HEPA filters can be used to filter infectious droplet nuclei from the air and must be used when discharging air from local exhaust ventilation booths directly into the surrounding room and when discharging air from an AII room (or other negative-pressure room) into the general ventilation system.
UVGI is an air-cleaning technology that can be used in a room or corridor to irradiate the air in the upper portion of the room (upper-air irradiation) and is installed in a duct to irradiate air passing through the duct (duct irradiation) or incorporated into room air-recirculation units. UVGI can be used in ducts that recirculate air back into the same room or in ducts that exhaust air directly to the outside.
Environmental controls that involve mechanical ventilation such as HVAC (heating, ventilation, and air conditioning) systems and creation of negative pressure AII rooms are very costly and may be prohibitively expensive for many institutions in LMIC.
High ACH can be created with natural ventilation in certain situations (e.g., older buildings with a “sanatorium design” that have high ceilings and large windows that can be opened) (Figure 1).
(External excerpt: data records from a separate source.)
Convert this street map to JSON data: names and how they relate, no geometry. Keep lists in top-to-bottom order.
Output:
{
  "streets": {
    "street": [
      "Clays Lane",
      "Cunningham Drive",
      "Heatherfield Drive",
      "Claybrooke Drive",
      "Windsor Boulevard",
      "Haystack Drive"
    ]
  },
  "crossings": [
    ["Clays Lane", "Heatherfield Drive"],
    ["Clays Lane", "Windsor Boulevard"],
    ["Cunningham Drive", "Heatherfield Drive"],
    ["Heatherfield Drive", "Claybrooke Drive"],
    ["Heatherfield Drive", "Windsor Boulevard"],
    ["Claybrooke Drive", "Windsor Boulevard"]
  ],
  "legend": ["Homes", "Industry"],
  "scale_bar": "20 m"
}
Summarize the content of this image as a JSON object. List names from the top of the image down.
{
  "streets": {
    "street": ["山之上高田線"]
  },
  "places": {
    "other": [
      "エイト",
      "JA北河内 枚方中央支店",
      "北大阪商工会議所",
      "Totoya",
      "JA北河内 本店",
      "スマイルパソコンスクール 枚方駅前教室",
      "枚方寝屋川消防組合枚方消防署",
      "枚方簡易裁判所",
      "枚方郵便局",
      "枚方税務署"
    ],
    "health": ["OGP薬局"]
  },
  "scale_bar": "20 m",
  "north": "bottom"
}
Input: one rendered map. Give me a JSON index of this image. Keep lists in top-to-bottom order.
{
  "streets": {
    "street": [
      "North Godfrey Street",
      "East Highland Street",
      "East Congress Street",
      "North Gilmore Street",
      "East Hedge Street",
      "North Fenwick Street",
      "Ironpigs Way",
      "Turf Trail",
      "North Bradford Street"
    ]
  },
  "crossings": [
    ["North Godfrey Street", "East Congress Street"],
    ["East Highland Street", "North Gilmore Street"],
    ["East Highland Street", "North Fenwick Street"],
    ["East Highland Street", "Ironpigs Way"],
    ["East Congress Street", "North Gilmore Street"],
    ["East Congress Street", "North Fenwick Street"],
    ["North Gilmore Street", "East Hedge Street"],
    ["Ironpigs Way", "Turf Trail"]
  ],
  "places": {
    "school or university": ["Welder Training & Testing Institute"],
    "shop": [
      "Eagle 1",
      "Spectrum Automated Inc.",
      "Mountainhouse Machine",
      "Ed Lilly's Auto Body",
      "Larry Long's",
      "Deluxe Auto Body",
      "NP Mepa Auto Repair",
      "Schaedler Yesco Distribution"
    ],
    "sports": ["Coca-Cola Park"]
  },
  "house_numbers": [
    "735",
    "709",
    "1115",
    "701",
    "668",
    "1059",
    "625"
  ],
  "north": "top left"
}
This approach is not feasible in cold climates.
An additional study examined the impact of UV lights on air from a TB-HIV ward, which was exposed to guinea pigs. Control guinea pigs exposed to untreated air from the TB-HIV ward had significantly higher rates of TB infection and active TB disease compared to guinea pigs exposed to UV treated air from the TB-HIV ward (Figure 2).
Further data is needed from human studies on whether such strategies as enhanced natural ventilation and UV lights will prevent nosocomial transmission of TB to other patients and HCWs in settings where administrative controls have not been fully implemented.
Personal respiratory protection
The first two levels of the infection control hierarchy minimize the number of areas in which exposure to M. tuberculosis might occur. PRP refers to the use of respirators and other devices intended to prevent the wearer from inhaling airborne hazards, in this case M. tuberculosis.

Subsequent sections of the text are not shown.